AVAILABLE DATA:
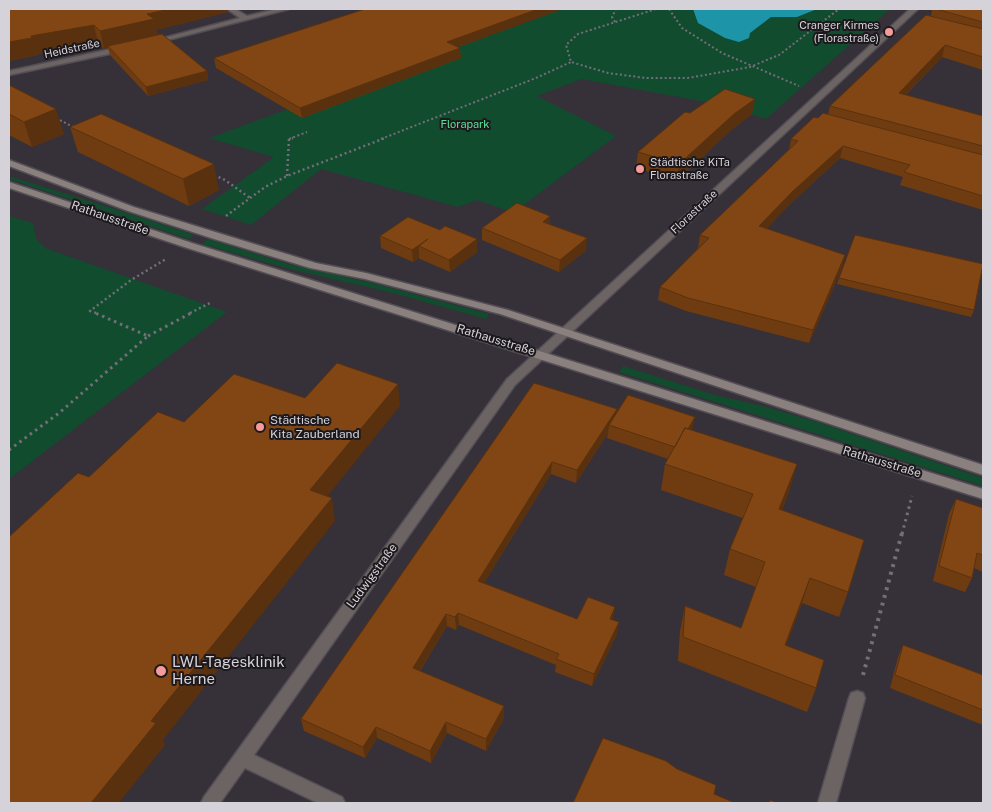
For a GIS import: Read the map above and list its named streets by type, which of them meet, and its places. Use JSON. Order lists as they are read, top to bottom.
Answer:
{
  "streets": {
    "street": [
      "Heidstraße",
      "Florastraße",
      "Rathausstraße",
      "Ludwigstraße"
    ]
  },
  "crossings": [
    ["Florastraße", "Rathausstraße"],
    ["Florastraße", "Ludwigstraße"],
    ["Rathausstraße", "Ludwigstraße"]
  ],
  "parks": ["Florapark"],
  "places": [
    "Cranger Kirmes (Florastraße)",
    "Städtische KiTa Florastraße",
    "Städtische Kita Zauberland",
    "LWL-Tagesklinik Herne"
  ]
}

AIM OF THE EXERCISE: The pictures are not part of the copy. Retype everything else in the entries exactly.

WRITTEN ANSWER:
For a GIS import: Read the map above and list its named streets by type, which of them meet, and its places. Use JSON. Order lists as they are read, top to bottom.
Answer:
{
  "streets": {
    "street": [
      "Heidstraße",
      "Florastraße",
      "Rathausstraße",
      "Ludwigstraße"
    ]
  },
  "crossings": [
    ["Florastraße", "Rathausstraße"],
    ["Florastraße", "Ludwigstraße"],
    ["Rathausstraße", "Ludwigstraße"]
  ],
  "parks": ["Florapark"],
  "places": [
    "Cranger Kirmes (Florastraße)",
    "Städtische KiTa Florastraße",
    "Städtische Kita Zauberland",
    "LWL-Tagesklinik Herne"
  ]
}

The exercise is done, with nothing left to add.